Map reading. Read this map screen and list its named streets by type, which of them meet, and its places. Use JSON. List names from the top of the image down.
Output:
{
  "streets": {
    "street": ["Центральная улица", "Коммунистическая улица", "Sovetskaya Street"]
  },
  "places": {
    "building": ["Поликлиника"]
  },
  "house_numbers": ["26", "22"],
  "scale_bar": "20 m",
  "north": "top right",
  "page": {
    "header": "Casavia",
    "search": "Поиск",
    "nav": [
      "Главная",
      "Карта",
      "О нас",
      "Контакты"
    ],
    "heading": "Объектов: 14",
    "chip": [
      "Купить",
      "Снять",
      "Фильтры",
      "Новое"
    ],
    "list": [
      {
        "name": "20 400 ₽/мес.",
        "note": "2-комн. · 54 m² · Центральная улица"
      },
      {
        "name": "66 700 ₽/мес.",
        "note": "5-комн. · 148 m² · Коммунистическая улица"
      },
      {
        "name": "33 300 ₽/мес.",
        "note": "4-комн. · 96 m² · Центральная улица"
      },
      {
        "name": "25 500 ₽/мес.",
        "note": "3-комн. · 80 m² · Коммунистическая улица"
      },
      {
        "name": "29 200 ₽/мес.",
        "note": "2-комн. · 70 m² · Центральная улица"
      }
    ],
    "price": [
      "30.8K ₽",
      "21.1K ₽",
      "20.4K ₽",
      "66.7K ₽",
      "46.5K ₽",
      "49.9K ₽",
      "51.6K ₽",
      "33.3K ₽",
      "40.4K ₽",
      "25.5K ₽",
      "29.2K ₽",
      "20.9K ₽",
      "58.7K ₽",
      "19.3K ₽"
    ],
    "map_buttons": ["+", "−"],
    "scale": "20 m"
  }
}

- Exercise -
Filter the entries down to the lines that hold "комн". Copy those lines.

- Result of this task -
        "note": "2-комн. · 54 m² · Центральная улица"
        "note": "5-комн. · 148 m² · Коммунистическая улица"
        "note": "4-комн. · 96 m² · Центральная улица"
        "note": "3-комн. · 80 m² · Коммунистическая улица"
        "note": "2-комн. · 70 m² · Центральная улица"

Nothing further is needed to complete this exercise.